Is there any good reason to keep the Electoral College in place? Is it a long drawn-out process to make it go away? Is it too late to make a change in time for the 2020 election? —Nixie S.
Your faith in the American polity's lightning-swift ability to correct electoral injustice is touching, Nixie, but perhaps misplaced. To put it another way: 2020? Don't hold your breath for 2032.
The Electoral College has been a thorn in modern Democrats' side for approximately (exactly) 20 years, partly because it always gives outsized influence to voters from small, conservative states and partly because it sometimes keeps the person who got the most votes from actually winning.

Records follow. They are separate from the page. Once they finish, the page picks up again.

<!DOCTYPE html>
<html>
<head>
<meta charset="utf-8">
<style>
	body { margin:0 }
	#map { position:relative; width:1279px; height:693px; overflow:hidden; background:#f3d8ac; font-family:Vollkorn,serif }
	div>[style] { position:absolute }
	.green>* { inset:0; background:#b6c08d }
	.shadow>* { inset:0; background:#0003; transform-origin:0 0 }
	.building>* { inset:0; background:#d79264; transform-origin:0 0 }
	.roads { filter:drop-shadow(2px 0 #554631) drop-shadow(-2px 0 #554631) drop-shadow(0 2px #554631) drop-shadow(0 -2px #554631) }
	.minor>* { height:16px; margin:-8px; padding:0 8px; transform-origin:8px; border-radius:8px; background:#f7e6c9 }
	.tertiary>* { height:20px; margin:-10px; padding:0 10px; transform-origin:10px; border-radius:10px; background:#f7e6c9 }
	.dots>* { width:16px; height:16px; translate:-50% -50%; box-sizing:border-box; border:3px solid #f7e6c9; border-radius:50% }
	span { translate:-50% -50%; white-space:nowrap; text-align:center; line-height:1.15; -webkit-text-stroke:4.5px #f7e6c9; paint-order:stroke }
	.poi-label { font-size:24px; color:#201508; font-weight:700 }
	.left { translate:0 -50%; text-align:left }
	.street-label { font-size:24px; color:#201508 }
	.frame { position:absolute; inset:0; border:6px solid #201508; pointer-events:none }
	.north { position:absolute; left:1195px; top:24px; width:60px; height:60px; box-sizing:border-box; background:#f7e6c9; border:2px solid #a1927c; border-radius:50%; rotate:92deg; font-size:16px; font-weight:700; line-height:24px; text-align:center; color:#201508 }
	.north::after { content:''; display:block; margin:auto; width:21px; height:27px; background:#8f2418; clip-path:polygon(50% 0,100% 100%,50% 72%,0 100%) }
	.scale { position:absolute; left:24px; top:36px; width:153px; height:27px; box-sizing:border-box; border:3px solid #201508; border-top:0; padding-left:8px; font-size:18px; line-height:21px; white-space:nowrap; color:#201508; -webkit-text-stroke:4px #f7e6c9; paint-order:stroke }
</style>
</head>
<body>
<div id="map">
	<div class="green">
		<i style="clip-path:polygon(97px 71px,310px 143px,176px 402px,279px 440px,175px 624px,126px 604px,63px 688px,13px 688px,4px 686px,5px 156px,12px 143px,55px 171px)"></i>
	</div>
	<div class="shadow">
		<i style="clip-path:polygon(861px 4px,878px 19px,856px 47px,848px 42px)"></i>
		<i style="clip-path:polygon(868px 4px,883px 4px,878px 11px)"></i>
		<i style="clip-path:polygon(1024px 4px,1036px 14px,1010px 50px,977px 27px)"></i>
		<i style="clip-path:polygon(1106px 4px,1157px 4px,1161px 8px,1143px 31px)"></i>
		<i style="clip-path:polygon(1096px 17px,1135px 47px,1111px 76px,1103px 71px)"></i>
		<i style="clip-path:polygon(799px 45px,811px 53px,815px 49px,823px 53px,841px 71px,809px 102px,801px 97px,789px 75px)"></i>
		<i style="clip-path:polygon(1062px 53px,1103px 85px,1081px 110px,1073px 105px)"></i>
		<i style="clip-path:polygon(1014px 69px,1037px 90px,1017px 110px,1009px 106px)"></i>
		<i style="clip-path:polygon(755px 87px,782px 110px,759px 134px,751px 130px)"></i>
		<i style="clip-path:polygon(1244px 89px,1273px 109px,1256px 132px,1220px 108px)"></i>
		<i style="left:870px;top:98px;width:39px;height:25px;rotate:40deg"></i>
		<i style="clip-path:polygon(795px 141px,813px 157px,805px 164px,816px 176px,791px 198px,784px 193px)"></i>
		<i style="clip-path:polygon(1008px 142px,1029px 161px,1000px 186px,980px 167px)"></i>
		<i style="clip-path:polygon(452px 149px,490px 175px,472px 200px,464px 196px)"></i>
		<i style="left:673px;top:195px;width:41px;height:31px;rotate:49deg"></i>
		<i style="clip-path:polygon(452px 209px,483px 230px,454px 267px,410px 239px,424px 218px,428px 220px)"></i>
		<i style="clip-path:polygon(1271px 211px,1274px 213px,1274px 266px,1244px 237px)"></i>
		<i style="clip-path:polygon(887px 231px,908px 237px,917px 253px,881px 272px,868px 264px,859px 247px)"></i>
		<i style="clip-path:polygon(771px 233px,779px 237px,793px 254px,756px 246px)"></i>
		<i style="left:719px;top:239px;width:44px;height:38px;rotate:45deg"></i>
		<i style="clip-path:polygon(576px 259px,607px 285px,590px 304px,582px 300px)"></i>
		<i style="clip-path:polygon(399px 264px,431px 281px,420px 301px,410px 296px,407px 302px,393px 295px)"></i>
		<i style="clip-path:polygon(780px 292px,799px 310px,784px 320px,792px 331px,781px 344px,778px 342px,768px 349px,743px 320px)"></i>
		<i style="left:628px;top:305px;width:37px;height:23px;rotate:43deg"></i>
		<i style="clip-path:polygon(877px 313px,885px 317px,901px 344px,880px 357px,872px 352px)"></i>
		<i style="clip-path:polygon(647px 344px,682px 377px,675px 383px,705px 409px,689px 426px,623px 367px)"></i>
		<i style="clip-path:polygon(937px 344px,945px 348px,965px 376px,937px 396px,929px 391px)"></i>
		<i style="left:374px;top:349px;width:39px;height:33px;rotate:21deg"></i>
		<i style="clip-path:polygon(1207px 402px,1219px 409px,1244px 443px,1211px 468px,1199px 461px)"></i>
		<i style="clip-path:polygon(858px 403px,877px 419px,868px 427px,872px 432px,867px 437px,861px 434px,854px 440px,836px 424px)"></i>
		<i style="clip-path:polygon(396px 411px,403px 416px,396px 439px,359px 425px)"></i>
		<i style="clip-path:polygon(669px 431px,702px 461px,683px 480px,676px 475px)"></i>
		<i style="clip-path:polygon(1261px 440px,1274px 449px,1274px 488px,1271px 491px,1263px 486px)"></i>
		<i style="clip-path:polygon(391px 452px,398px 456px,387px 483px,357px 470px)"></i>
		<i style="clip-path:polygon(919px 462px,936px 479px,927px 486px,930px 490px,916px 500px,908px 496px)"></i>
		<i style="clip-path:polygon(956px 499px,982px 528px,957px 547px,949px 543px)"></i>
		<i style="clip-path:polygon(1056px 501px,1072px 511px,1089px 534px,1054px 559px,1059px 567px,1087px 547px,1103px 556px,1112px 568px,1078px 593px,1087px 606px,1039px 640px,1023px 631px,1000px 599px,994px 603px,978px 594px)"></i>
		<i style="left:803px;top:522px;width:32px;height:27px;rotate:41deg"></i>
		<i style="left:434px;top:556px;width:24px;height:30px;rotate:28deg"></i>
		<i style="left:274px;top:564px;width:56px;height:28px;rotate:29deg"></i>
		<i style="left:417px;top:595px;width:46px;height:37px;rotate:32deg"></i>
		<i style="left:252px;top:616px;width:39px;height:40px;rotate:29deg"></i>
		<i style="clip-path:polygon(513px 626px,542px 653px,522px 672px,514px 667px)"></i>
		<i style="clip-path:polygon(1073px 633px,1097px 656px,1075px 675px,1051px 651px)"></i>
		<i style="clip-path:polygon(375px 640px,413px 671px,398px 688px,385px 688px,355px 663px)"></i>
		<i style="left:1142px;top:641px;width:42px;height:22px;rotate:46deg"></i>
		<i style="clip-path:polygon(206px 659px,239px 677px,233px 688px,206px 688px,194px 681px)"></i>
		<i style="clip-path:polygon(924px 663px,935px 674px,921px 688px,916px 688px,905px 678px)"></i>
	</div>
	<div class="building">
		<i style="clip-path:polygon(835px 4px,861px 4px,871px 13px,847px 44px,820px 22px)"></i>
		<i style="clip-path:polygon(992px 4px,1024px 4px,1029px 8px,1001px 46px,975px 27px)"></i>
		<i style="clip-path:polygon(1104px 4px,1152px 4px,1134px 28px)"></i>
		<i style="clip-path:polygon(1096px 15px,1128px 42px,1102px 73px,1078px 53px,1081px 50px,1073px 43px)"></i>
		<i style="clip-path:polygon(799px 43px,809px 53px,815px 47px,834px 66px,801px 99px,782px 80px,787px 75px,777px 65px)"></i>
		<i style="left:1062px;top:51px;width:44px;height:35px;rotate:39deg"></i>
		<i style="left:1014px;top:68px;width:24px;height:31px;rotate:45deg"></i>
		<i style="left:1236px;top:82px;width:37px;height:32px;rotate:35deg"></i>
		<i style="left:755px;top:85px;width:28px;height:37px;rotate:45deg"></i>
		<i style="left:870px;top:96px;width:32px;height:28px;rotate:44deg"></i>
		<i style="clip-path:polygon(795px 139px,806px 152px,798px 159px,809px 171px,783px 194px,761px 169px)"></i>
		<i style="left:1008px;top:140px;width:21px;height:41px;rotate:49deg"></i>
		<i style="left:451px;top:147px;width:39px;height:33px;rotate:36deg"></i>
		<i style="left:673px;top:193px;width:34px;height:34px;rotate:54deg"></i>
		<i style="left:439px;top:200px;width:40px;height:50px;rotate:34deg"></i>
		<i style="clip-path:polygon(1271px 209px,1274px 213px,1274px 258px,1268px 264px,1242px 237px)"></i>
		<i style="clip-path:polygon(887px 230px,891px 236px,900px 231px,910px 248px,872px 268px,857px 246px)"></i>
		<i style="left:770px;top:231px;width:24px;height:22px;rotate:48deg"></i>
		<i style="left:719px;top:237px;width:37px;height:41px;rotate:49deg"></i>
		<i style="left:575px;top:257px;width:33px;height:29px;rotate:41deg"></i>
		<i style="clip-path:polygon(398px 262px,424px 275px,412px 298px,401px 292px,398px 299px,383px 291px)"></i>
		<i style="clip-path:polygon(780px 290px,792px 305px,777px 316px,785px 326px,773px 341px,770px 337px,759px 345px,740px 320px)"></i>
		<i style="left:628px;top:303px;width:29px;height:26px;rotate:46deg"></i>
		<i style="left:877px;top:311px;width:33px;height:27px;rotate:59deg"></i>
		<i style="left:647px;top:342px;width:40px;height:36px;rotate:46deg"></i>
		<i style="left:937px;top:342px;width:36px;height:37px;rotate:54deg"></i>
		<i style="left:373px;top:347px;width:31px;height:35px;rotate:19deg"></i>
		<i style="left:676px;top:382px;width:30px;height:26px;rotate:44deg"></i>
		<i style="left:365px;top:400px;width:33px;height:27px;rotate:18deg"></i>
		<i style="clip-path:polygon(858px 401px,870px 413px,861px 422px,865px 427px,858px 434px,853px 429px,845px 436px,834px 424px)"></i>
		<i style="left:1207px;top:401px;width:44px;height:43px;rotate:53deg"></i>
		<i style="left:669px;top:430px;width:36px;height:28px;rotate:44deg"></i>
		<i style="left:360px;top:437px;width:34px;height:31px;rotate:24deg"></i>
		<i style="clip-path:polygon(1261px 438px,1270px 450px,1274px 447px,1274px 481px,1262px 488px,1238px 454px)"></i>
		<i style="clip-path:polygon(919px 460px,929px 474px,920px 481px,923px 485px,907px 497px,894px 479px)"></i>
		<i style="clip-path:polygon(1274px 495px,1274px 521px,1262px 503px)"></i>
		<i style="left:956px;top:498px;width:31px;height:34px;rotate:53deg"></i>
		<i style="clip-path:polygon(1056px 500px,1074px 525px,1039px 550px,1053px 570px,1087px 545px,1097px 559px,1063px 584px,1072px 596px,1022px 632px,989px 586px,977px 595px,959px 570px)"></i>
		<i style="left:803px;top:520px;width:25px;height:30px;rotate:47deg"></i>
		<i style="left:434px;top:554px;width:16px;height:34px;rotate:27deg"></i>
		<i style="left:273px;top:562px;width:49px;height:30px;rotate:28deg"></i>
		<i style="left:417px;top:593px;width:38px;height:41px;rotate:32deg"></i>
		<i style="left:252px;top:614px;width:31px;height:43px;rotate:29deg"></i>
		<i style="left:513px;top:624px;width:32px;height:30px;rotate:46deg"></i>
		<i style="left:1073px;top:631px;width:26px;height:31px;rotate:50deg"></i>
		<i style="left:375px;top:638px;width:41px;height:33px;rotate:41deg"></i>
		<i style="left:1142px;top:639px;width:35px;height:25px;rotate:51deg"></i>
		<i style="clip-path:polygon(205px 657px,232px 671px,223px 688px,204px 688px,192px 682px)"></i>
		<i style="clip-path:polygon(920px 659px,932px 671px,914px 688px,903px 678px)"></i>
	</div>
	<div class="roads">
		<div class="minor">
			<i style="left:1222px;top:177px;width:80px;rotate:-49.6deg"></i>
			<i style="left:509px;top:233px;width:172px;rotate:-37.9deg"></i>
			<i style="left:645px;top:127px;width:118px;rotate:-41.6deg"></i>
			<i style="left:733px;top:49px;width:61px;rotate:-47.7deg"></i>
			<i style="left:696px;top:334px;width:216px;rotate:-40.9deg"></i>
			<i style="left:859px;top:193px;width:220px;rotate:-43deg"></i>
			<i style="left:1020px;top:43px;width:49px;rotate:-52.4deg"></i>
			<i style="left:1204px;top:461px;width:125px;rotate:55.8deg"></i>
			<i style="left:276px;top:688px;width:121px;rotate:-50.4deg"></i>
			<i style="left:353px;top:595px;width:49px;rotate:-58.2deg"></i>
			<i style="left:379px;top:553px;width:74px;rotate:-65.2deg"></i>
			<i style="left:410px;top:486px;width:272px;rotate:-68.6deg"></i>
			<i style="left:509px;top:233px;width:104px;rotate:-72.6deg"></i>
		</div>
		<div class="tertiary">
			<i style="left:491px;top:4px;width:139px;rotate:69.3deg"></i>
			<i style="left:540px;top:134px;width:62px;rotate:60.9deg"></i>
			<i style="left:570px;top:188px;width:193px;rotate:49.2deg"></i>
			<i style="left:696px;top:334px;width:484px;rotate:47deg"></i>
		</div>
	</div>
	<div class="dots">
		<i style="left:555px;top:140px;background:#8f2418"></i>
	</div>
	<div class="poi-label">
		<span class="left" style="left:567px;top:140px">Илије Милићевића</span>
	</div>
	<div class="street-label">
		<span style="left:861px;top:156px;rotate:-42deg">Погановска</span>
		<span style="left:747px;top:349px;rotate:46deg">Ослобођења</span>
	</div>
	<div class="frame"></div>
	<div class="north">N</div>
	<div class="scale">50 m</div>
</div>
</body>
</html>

If that chaps your vegan-leather hide, wait till you hear why we have the Electoral College in the first place!
Father of the Constitution James Madison felt that the sparsely populated, slave-owning states of the South would never join a Union where they'd always be outvoted by the more populous, abolitionist states of the North.
The Electoral College solved this problem. Not only did it give these smaller states extra votes just for being states (as it still does today), it allowed them to include their enslaved residents—who, to put it mildly, couldn't vote—in the population count that determined how many electoral votes they should have.
In essence, the Electoral College was created to reward Southern voters for doing literally the most racist thing a person can possibly do. It's almost like racial bias has been woven into the fabric of American political institutions since the very beginning! I'm surprised no one has said anything.
Anyway, help is on the way—maybe. An interstate initiative called the National Popular Vote Compact aims to defang the Electoral College by having participating states agree to award their electoral votes to the winner of the national popular vote, regardless of what happens within their borders.
Once 270 votes' worth of states are on board, the theory goes, the winner of the popular vote is guaranteed victory. So far, 16 states, representing 196 electoral votes, have agreed to participate. (Oregon signed on last June.)
Of course, so far they're all Democratic-leaning states—Republicans don't seem to regard the matter with quite the same urgency—but time will tell.